È made in Italy la nuova rete Slow Fiber, nata dall’incontro tra Slow Food Italia e sedici aziende virtuose del tessile, rappresenta un esempio concreto di cambiamento positivo che passa da un processo produttivo sostenibile, volto alla creazione di prodotti belli, sani, puliti, giusti e durevoli, perché rispettosi della dignità della persona e della natura nel suo delicato equilibrio.
Compriamo troppo e sprechiamo più che mai: non solo in campo alimentare con il cibo che dovrebbe nutrirci e invece non arriva nemmeno sulle nostre tavole, ma anche nel settore dell’abbigliamento e dell’arredamento, nell’ambito di quella che ormai viene definita a ragione fast fashion.

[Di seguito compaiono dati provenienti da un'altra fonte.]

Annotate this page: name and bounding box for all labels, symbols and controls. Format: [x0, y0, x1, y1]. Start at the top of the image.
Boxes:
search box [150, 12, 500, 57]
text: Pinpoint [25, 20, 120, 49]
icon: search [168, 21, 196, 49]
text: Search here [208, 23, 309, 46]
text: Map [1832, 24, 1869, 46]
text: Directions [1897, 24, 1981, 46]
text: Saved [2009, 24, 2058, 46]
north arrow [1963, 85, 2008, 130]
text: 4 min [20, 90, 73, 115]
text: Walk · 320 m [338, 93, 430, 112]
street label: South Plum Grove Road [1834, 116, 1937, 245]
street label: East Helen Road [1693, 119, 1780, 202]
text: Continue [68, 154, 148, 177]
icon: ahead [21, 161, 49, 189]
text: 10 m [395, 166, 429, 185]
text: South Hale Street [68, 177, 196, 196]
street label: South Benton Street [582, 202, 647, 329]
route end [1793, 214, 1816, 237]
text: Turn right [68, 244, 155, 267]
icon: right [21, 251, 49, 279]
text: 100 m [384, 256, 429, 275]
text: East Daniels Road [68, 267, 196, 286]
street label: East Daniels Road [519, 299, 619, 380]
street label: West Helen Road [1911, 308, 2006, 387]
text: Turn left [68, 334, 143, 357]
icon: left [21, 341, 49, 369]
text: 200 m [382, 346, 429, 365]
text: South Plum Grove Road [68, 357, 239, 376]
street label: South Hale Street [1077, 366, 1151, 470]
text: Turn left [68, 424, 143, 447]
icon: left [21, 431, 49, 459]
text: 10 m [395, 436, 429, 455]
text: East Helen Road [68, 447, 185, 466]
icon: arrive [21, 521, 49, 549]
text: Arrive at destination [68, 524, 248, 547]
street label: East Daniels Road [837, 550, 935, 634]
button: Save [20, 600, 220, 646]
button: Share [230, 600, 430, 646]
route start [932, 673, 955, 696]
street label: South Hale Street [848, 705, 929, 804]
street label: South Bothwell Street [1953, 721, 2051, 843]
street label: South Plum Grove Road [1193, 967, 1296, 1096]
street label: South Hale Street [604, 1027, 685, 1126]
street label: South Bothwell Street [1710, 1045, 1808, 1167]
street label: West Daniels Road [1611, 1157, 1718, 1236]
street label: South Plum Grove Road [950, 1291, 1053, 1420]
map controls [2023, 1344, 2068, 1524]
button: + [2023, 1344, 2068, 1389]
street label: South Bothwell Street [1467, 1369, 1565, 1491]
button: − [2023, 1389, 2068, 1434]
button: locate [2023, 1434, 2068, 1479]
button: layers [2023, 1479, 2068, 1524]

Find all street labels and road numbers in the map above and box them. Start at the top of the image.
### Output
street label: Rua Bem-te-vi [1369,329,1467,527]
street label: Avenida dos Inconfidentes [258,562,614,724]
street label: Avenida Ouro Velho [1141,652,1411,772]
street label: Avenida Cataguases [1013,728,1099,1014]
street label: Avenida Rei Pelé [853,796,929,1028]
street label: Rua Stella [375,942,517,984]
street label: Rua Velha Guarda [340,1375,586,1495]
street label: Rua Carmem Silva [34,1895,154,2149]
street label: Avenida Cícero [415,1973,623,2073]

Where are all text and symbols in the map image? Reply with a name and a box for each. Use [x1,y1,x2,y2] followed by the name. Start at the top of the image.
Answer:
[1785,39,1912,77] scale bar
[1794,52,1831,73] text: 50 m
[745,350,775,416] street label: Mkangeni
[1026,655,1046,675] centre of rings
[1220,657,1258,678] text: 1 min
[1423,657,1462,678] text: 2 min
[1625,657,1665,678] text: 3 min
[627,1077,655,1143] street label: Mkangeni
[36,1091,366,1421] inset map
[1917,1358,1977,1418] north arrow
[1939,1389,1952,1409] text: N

È questa la presa di coscienza che sta dietro l’incontro tra Slow Food Italia e alcune note realtà del tessile del territorio nazionale che, con coraggio e spirito critico, hanno creato Slow Fiber, un movimento la cui voce, oggi più che mai, squarcia il panorama di un sistema di produzione nocivo e inarrestabile in cui da troppo tempo siamo intrappolati, come consumatori e come imprenditori.
Figlio dell’associazione Slow Food, che da anni è impegnata a promuovere un cibo buono, pulito e giusto per tutti, Slow Fiber propone lo stesso percorso e gli stessi valori nell’ambito del vestire e dell’arredamento, e quindi di rapporto con il corpo e con il bello, inteso anche come etico, giusto e misurato.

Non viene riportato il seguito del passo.